Velocity is a measure of how fast something is moving in a specific direction. In our exercise, the velocity is given by the function \(v(t) = 3t\). Here, \(v(t)\) represents velocity in miles per hour, and \(t\) is the time in hours. This tells us that as time progresses, the velocity increases linearly.
Understanding velocity as a function is crucial. It not only tells us the speed, but also how the speed changes over time. For example, if \(t = 1\), the velocity is \(3 \, \text{mph}\), and when \(t = 2\), the velocity doubles to \(6 \, \text{mph}\). This shows the object's speed is continuously increasing as time goes by.
Velocity is essential in solving differential equations because it links closely with distance through integration. By knowing how velocity changes over time, we can determine the distance traveled over a given period.

Distance traveled is the total length of the path an object covers during its motion. To find this in the exercise, we start by solving the differential equation \(\frac{ds}{dt} = 3t\). This equation states that the rate of change of distance \(s(t)\) with respect to time is equal to the velocity at any time \(t\).
To find the distance function \(s(t)\), we integrate both sides of this equation, resulting in \(s(t) = 1.5t^2 + s_0\), where \(s_0\) is the initial distance—a constant, often zero in such problems.
Let's break this down:

• Start at \(t = 0\) by calculating \(s(0)\). With \(s_0 = 0\), \(s(0) = 0\), showing that the distance is zero at the start.
• For any time \(t = k\), evaluate \(s(k) = 1.5k^2 + s_0\).
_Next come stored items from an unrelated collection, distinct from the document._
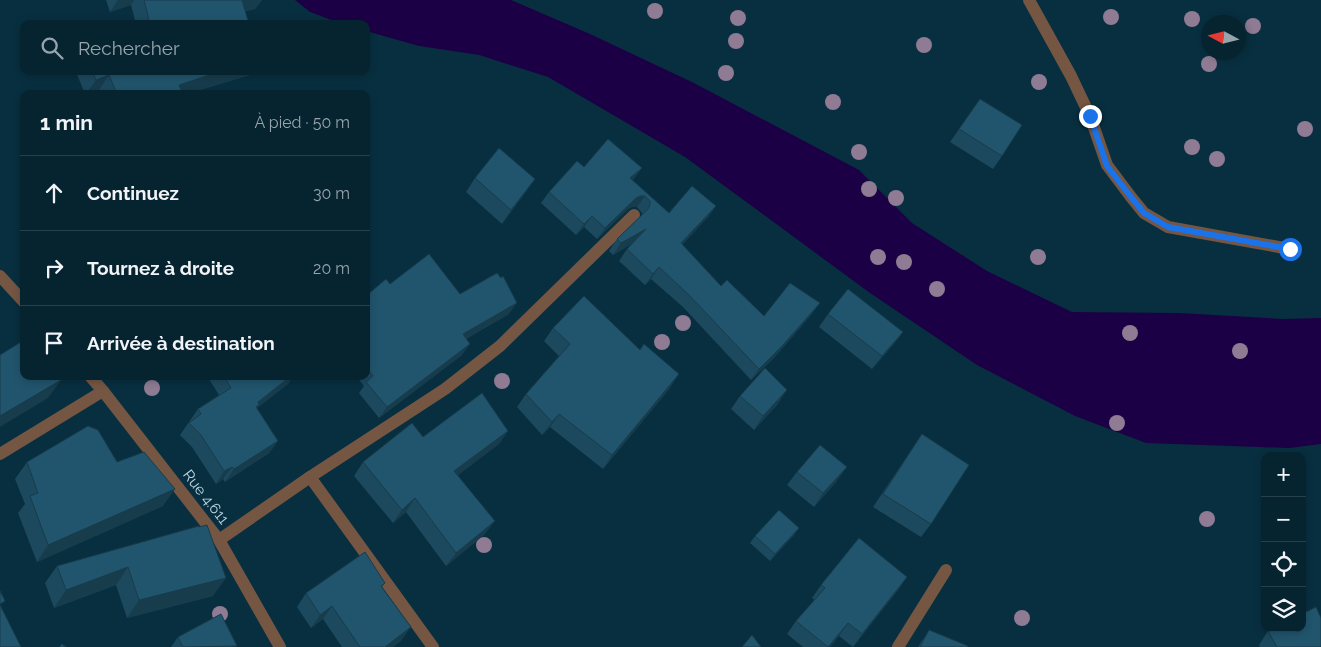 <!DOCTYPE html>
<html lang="fr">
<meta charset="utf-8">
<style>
body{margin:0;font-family:Raleway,sans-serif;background:#0f2b38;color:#f1f3f6}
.controls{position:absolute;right:15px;bottom:15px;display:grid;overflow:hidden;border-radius:10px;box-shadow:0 2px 8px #0003}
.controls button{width:45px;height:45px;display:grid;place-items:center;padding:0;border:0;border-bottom:1px solid #27404c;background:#062330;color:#f1f3f6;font:25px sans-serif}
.compass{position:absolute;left:1201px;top:15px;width:45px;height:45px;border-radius:50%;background:#062330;box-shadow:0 2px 8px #0003;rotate:277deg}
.stop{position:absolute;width:15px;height:15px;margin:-11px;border:4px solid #1a73e8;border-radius:50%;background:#fff}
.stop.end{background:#1a73e8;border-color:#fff;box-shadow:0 1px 5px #0008}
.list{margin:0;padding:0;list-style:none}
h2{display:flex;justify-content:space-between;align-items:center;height:65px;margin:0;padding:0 20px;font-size:21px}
h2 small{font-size:16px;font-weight:400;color:#98a4ab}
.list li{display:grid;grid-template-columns:32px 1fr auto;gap:15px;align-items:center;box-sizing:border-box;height:75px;padding:0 20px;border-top:1px solid #27404c}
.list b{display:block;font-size:19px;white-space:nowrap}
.list em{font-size:16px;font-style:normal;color:#98a4ab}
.icon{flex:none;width:28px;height:28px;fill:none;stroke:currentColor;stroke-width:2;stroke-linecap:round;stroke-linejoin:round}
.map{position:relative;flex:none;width:1321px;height:647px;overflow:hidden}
.search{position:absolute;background:#062330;box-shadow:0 2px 8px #0003;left:20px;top:20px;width:350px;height:55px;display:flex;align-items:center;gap:12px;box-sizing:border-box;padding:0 18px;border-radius:10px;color:#98a4ab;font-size:19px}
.panel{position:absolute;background:#062330;box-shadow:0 2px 8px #0003;left:20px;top:90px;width:350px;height:290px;border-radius:10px}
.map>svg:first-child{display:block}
</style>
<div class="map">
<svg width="1321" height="647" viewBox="0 0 1321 647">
<rect width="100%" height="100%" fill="#082f40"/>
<path fill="#1c0045" d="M295,0H511L590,34L694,83L859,170L912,223L987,271L1072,312L1179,313L1283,319L1321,318V444L1289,448L1146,443L1075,416L977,365L870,293L685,157L548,77L479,55L419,46L366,31V24H342L310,12Z"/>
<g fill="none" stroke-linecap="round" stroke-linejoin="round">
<path stroke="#755643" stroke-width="12" d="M1029,0L1071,76L1090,116L1107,165L1131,197L1144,213L1168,227L1290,249
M0,454L103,391
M310,477L445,389L500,346L634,215
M898,647L946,570"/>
<path stroke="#755643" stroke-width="12" d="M0,276L24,302
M90,376L103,391L219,540L280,647
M219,540L310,477L433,647"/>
</g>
<g fill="#8f7b93">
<circle cx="655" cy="11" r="8"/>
<circle cx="1111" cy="17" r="8"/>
<circle cx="738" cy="18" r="8"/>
<circle cx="1192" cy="19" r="8"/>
<circle cx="1253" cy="26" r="8"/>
<circle cx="736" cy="41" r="8"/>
<circle cx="924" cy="45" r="8"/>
<circle cx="1209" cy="64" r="8"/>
<circle cx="726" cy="73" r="8"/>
<circle cx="1039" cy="82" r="8"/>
<circle cx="833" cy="102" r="8"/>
<circle cx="1305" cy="129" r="8"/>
<circle cx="1192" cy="147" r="8"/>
<circle cx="859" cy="152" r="8"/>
<circle cx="1217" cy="159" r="8"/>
<circle cx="869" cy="189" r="8"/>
<circle cx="896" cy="198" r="8"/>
<circle cx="878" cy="257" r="8"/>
<circle cx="1038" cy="257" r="8"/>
<circle cx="904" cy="262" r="8"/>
<circle cx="937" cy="289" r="8"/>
<circle cx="683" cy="323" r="8"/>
<circle cx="1130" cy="333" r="8"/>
<circle cx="662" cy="342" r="8"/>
<circle cx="1240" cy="351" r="8"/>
<circle cx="502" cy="381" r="8"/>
<circle cx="152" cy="388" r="8"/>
<circle cx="1117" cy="423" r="8"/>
<circle cx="1207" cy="519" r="8"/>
<circle cx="484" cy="545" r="8"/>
<circle cx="220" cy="614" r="8"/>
<circle cx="1022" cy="618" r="8"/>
</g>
<path fill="#1c495e" d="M106,0H262L255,9L245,11L249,24H136L131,5L110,12Z
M76,71H252L250,75L187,94H100L99,90L88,94H85L76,72Z
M980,99L1002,156L993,169L950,142Z
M584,167L642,168L632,180L669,213L716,206L708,217L682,245L721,286L764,316L812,314L774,358L751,380L683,307L651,279L645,285L619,261L627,249L633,243L613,255L609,251L617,239L642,215V213L637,207H632L628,209L597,239L584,227L576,235L541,203L549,192Z
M475,178L535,179L502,224L466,192Z
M390,284L460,294L509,314L466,339L462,355L379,418L359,393L364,386L356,376H366V296Z
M828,314L903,332L893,345L872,369L819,327Z
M553,328L640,350L670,388L603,469L550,427L542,435L517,407L526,394L559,356L544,341Z
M207,376H293L288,384L257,408L278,441L269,453L225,482L223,479L216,484L192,447L180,435L198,409L219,395Z
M740,396L778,404L754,430L731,409Z
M508,431L499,444L458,475L485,534L446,566L406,512L393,523L354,476L363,462L423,437Z
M922,434L931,524L921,537L873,507Z
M27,462H117L163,506L37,562L18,513L25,504L15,479Z
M797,472L837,481L814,507L787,485Z
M199,526L213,596L127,618L116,585L54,608L45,583L57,566Z
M799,528L794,535L770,561L750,543L755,536Z
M907,577L898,590L853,647L839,636L830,647H803L787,634L796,621L815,600L812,598L821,585Z
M385,583L382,587L401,641L393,647H342L323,619L311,628L297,607L306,593Z
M929,630L967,647H918Z
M1268,631L1321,647H1260L1259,645Z
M178,637L237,647H171Z"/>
<path fill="#173c4c" d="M118,0H134L131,5L110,12Z
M242,0H262L255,9L231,15Z
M222,71H252L250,75L187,94H172L179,85Z
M109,75L99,90L88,94H86L96,80Z
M642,168L634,179L622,190L630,178Z
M535,179L526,192L502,224L511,210Z
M640,196H645L637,207H632L628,209L597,239L605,228L636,198Z
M716,206L708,217L673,254L681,243Z
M592,216L584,227L576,235L584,224Z
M646,229L638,240L613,255L621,243Z
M659,267L651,279L645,285L653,274Z
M517,303L509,314L455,345L463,334Z
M820,303L812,314L774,358L751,380L759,369Z
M903,332L893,345L872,369L882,356Z
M470,344L462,355L379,418L387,407Z
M679,374L670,388L603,469L612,455Z
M291,376H293L288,384L257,408L251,418L258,402Z
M61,380L48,398L0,427V416Z
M787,390L778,404L754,430L763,416Z
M559,414L550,427L542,435L552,422Z
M508,431L499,444L445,485L454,471Z
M278,441L269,453L225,482L234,469Z
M232,467L223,479L216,484L224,471Z
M847,467L837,481L814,507L823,493Z
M175,489L163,506L37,562L48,545Z
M415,498L406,512L393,523L402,510Z
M495,521L485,534L446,566L456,553Z
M799,528L794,535L770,561L775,554Z
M128,567L116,585L54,608L66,590Z
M907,577L898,590L853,647L862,634Z
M226,578L213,596L127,618L139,600Z
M332,606L323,619L311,628L320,615Z
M848,623L839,636L830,647H828Z
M411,627L401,641L393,647H385Z"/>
<path fill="#21556d" stroke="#173c4c" d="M144,0H243H242L249,24H150Z
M92,71H222L179,85L183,94H117L109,75L96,80Z
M980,99L1022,125L1002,156L959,129Z
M608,139L642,168L630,178L669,213L692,186L716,206L681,243L721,286L727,280L764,316L790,283L820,303L782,346L759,369L690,296L659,267L653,274L627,249L646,229L621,243L617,239L648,209L650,205V201L645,196H640L636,198L605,228L592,216L584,224L549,192L577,161L584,167Z
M499,148L535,179L511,210L475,178Z
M429,254L460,294L497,273L501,278L503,276L517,303L463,334L470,344L387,407L366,382L373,376L366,367V296L386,279L390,284Z
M848,289L903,332L882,356L828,314Z
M584,296L640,350L644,344L679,374L612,455L559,414L552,422L526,394L570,344L553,328Z
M21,342L24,347V376H58L61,380L0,416V355Z
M765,368L787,390L763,416L740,396Z
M224,376H291L258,402L259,405L256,407L278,441L234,469L232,467L224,471L201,435L189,423L201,414L198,409L231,388Z
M482,393L508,431L454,471L495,521L456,553L415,498L402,510L363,462L412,423L423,437Z
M88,426L98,430L117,462L144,452L175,489L48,545L30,496L38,493L27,462Z
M922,434L969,465L931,524L883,494Z
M820,445L847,467L823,493L797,472Z
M779,510L799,528L775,554L755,536Z
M207,525L226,578L139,600L128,567L66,590L57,566L199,526V527Z
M859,538L907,577L862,634L848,623L828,647L796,621L825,588L821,585Z
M365,552L385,583L381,586L411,627L385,647H360L332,606L320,615L306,593Z
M0,591L5,601L0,604Z
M0,605L21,647H0Z
M1316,607L1321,618V647H1277L1268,631L1275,628H1302V614Z
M221,614L237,646L183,647L178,637Z
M929,630L968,646L967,647H920Z
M752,635L761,647H742Z
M62,644L66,647H59Z"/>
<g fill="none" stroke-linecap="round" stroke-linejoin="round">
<path stroke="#1a73e8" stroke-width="6" d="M1090,116L1107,166L1131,197L1144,213L1168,227L1290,249"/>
</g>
<g text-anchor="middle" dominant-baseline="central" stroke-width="4.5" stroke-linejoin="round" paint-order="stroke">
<g font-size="15" fill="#bed7e4" stroke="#082f40">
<text transform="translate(206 497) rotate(52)">Rue 4.611</text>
</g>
</g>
</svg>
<div class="controls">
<button>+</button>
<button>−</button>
<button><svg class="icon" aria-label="locate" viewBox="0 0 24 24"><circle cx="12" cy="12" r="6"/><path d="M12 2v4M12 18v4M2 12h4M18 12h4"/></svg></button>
<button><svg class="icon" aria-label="layers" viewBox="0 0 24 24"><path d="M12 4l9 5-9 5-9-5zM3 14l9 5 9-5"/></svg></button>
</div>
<svg class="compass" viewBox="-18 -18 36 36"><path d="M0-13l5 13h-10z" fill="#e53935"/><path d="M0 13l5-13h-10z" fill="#98a4ab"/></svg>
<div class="stop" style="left:1290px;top:249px"></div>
<div class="stop end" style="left:1090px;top:116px"></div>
<div class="search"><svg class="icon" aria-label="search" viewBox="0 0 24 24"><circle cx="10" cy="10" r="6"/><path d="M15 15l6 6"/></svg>Rechercher</div>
<section class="panel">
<h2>1 min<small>À pied · 50 m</small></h2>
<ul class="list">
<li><svg class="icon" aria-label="ahead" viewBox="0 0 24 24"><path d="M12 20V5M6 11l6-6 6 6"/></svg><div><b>Continuez</b></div><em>30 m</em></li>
<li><svg class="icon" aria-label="right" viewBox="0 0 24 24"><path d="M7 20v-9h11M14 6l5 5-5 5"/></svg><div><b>Tournez à droite</b></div><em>20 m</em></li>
<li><svg class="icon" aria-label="arrive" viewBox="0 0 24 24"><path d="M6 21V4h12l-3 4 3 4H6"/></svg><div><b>Arrivée à destination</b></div></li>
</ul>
</section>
</div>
If \(s_0\) is zero, \(s(k)\) gives us the total distance traveled from the start to time \(k\).
• The distance traveled is the difference between \(s(k)\) and \(s(0)\), simplifying to \(1.5k^2\).

This demonstrates how we use integration to move from velocity to distance, underscoring the relationship between velocity and cumulative distance.

Integration is a fundamental concept in calculus that helps in calculating quantities like the distance traveled from a varying velocity. In the exercise, we use integration to transform the rate of change in position, given as \(\frac{ds}{dt} = 3t\), into the distance function \(s(t)\).
Integration involves finding the antiderivative, or the "inverse," of a derivative. For our velocity function \(3t\), integrating with respect to time \(t\) yields a new function: \(s(t) = 1.5t^2 + s_0\).
Key points about integration:

• Integrating velocity provides a distance function, which tells us the position of the object at any time \(t\).
• It requires solving for the constant of integration, \(s_0\), using given initial or boundary conditions, such as \(s(0) = 0\).
• In practical terms, integration allows us to calculate quantities like areas under curves, which is another method to find the distance traveled.

Overall, integration is a powerful tool that bridges the gap between changing rates (velocity) and accumulated totals (distance). It fundamentally underpins our ability to model and solve problems involving motion.

The area under a curve in a velocity-time graph represents the distance traveled. In our exercise, calculating this area provides the distance traversed from \(t=0\) to \(t=k\) by integrating the velocity function \(v(t) = 3t\).
Here's how it works:

• The integral of \(v(t) = 3t\) from \(t=0\) to \(t=k\) symbolizes the total distance, or the area under the curve, from the start to time \(k\).
• The calculation is carried out by solving \[ \int_{0}^{k} 3t \, dt = \left[ 1.5t^2 \right]_0^k = 1.5k^2 - 0 = 1.5k^2 \].
• This solution matches the distance function obtained through integration in earlier steps, suggesting a consistent method to determine distance.

Understanding this concept is important because it illustrates how graphical representation of velocity can elucidate physical movement.
This method not only ties back to the algebraic solution, confirming the distance traveled, but also enhances comprehension of how graphical methods relate to real world movement.